GIVEN DATA →
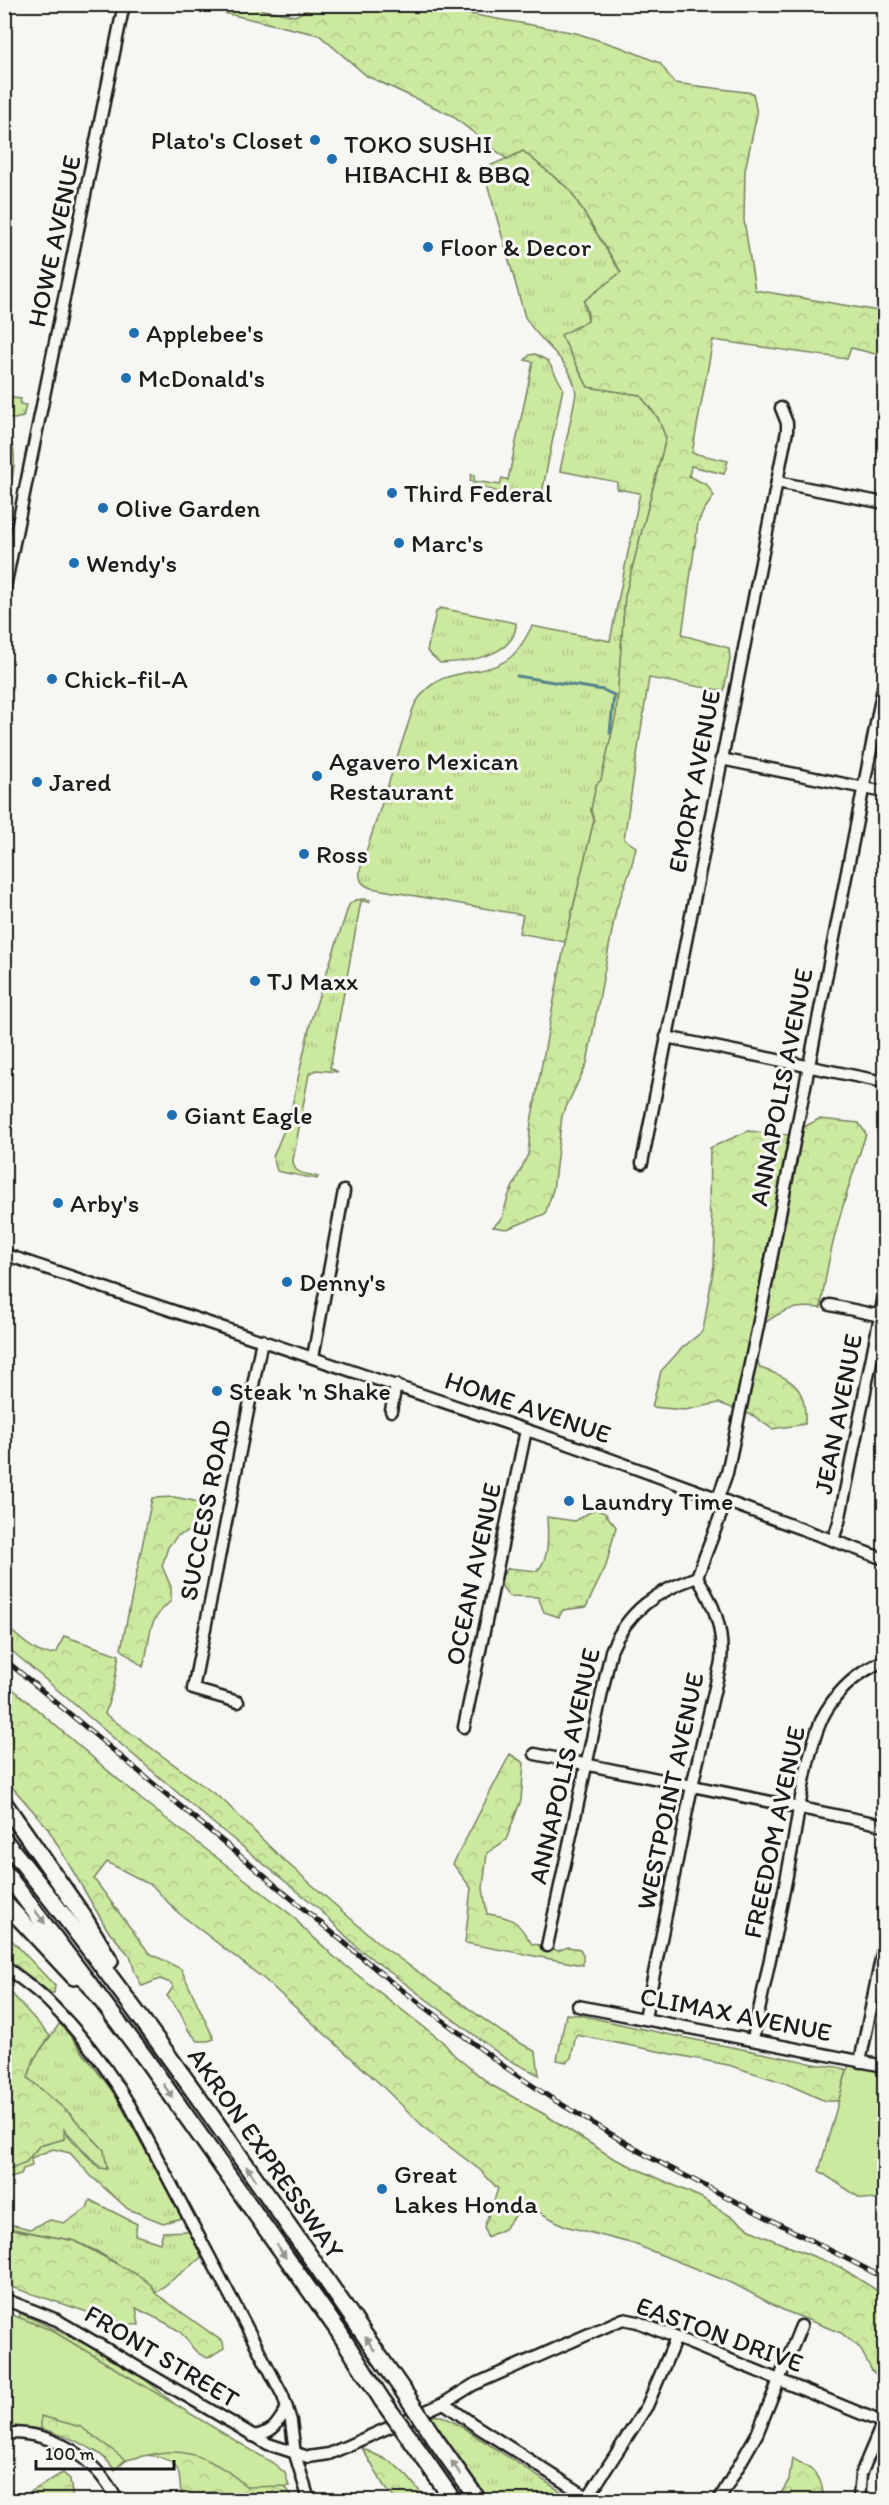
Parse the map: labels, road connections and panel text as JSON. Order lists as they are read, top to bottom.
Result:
{
  "streets": {
    "highway": ["AKRON EXPRESSWAY"],
    "street": [
      "HOWE AVENUE",
      "EMORY AVENUE",
      "ANNAPOLIS AVENUE",
      "HOME AVENUE",
      "JEAN AVENUE",
      "SUCCESS ROAD",
      "OCEAN AVENUE",
      "WESTPOINT AVENUE",
      "FREEDOM AVENUE",
      "CLIMAX AVENUE",
      "EASTON DRIVE",
      "FRONT STREET"
    ]
  },
  "crossings": [
    ["ANNAPOLIS AVENUE", "HOME AVENUE"],
    ["ANNAPOLIS AVENUE", "WESTPOINT AVENUE"],
    ["HOME AVENUE", "JEAN AVENUE"],
    ["HOME AVENUE", "SUCCESS ROAD"],
    ["HOME AVENUE", "OCEAN AVENUE"],
    ["WESTPOINT AVENUE", "CLIMAX AVENUE"],
    ["FREEDOM AVENUE", "CLIMAX AVENUE"],
    ["EASTON DRIVE", "FRONT STREET"]
  ],
  "places": [
    "Plato's Closet",
    "TOKO SUSHI HIBACHI & BBQ",
    "Floor & Decor",
    "Applebee's",
    "McDonald's",
    "Third Federal",
    "Olive Garden",
    "Marc's",
    "Wendy's",
    "Chick-fil-A",
    "Agavero Mexican Restaurant",
    "Jared",
    "Ross",
    "TJ Maxx",
    "Giant Eagle",
    "Arby's",
    "Denny's",
    "Steak 'n Shake",
    "Laundry Time",
    "Great Lakes Honda"
  ],
  "scale_bar": "100 m"
}
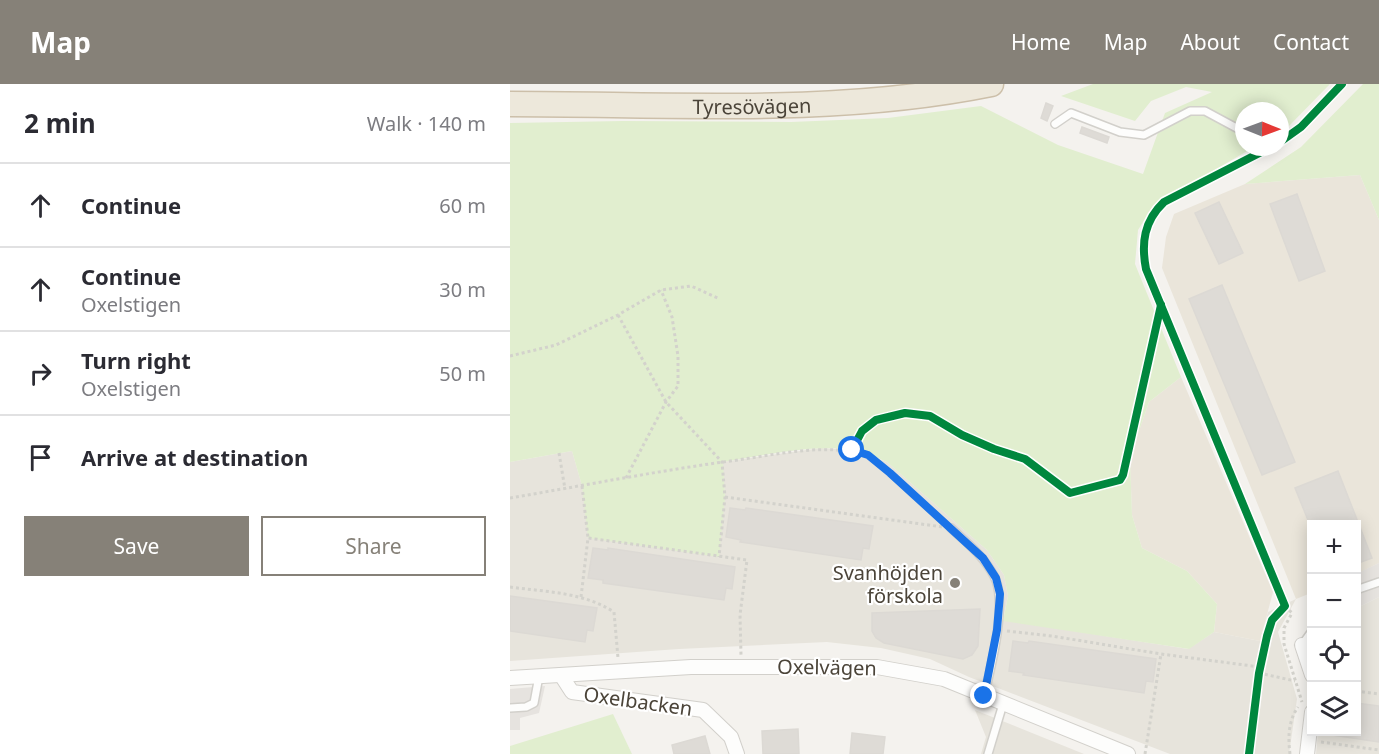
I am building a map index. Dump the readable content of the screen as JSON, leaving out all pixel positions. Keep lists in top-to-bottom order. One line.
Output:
{"streets":{"highway":["Tyresövägen"],"street":["Oxelvägen","Oxelbacken"]},"crossings":[["Oxelvägen","Oxelbacken"]],"places":["Svanhöjden förskola"],"north":"right","page":{"header":"Map","nav":["Home","Map","About","Contact"],"heading":["2 min","Walk · 140 m"],"list":[["Continue","60 m"],["Continue","Oxelstigen","30 m"],["Turn right","Oxelstigen","50 m"],"Arrive at destination"],"buttons":["Save","Share"],"map_buttons":["+","−"]}}
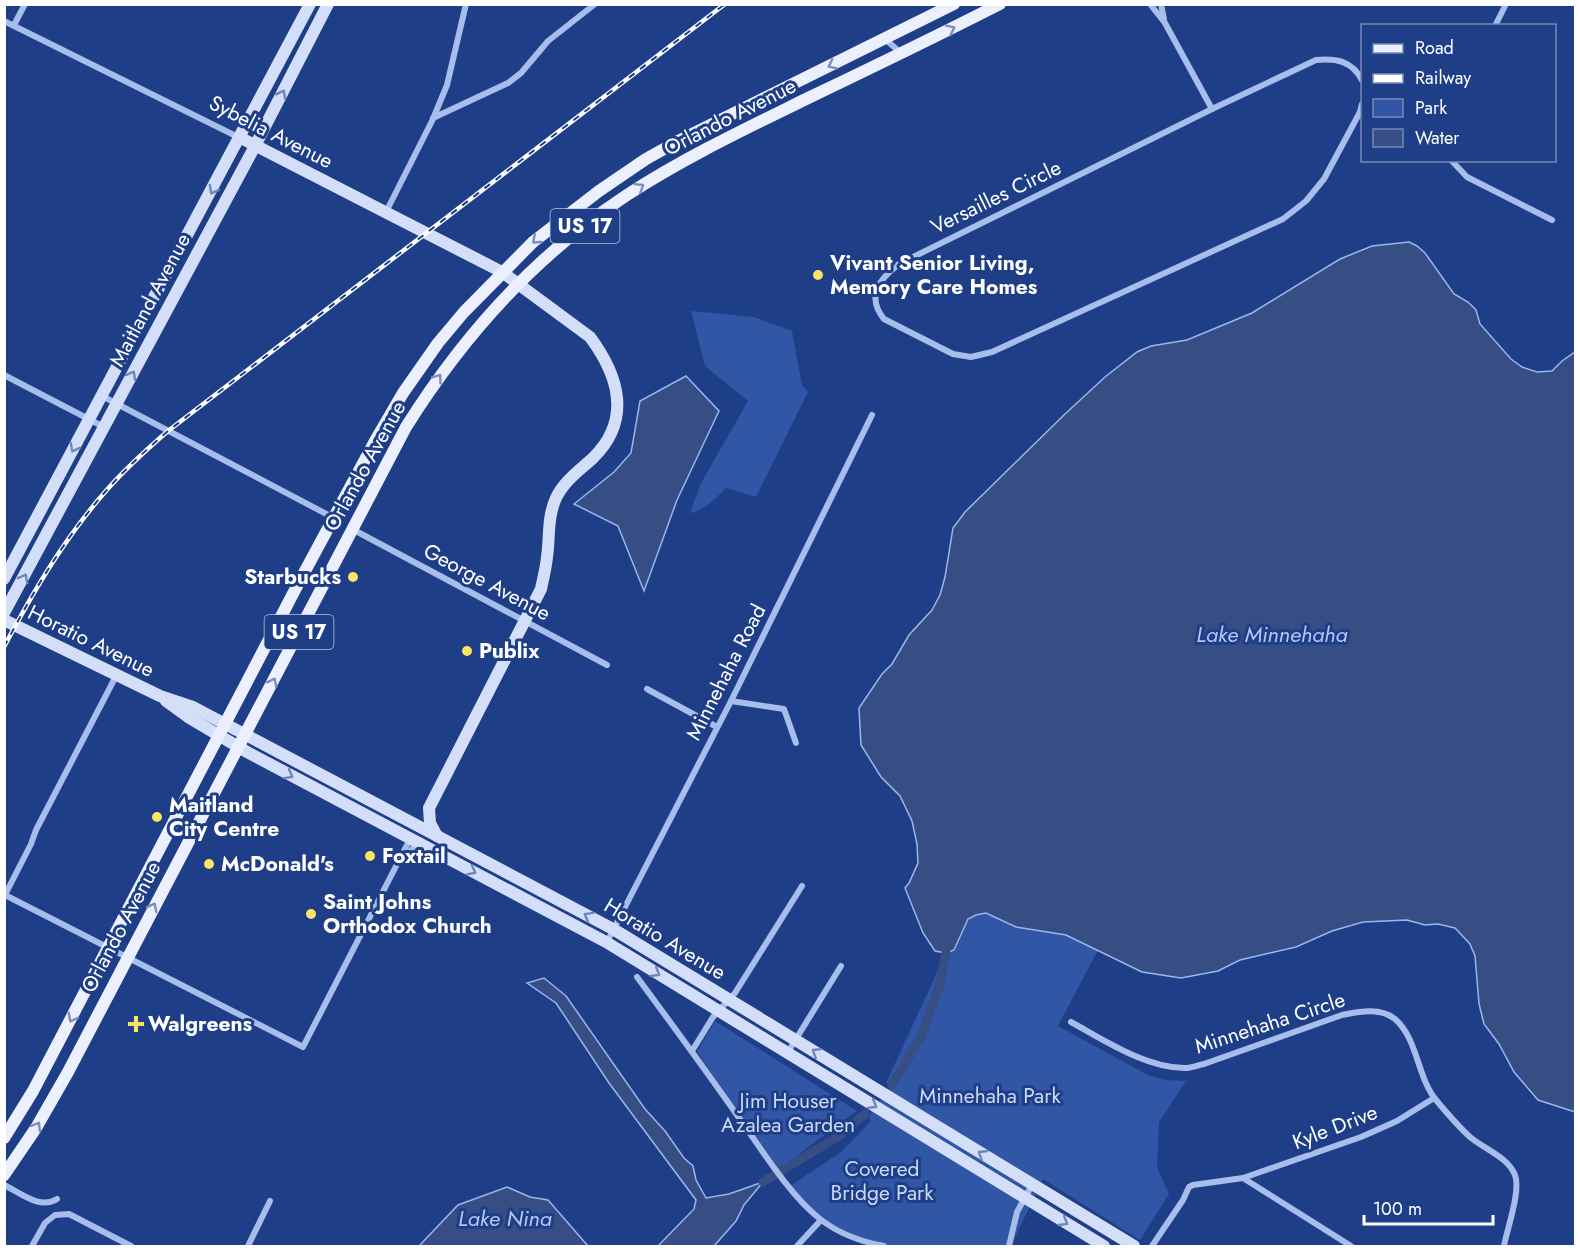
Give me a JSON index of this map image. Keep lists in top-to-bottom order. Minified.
{"streets":{"main road":["Orlando Avenue","Sybelia Avenue","US 17","Maitland Avenue","Horatio Avenue"],"street":["Versailles Circle","George Avenue","Minnehaha Road","Minnehaha Circle","Kyle Drive"]},"crossings":[["Orlando Avenue","Sybelia Avenue"],["Orlando Avenue","George Avenue"],["Orlando Avenue","Horatio Avenue"],["Sybelia Avenue","Maitland Avenue"],["Sybelia Avenue","George Avenue"],["Horatio Avenue","Minnehaha Road"],["Minnehaha Circle","Kyle Drive"]],"water":["Lake Minnehaha","Lake Nina"],"parks":["Minnehaha Park","Jim Houser Azalea Garden","Covered Bridge Park"],"places":{"other":["Vivant Senior Living, Memory Care Homes","Starbucks","Publix","Maitland City Centre","Foxtail","McDonald's","Saint Johns Orthodox Church"],"health":["Walgreens"]},"legend":["Road","Railway","Park","Water"],"scale_bar":"100 m"}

EXERCISE DETAILS → Gather each line of the listing that holds the string "index".

OUTPUT OF THE EXERCISE →
I am building a map index. Dump the readable content of the screen as JSON, leaving out all pixel positions. Keep lists in top-to-bottom order. One line.
Give me a JSON index of this map image. Keep lists in top-to-bottom order. Minified.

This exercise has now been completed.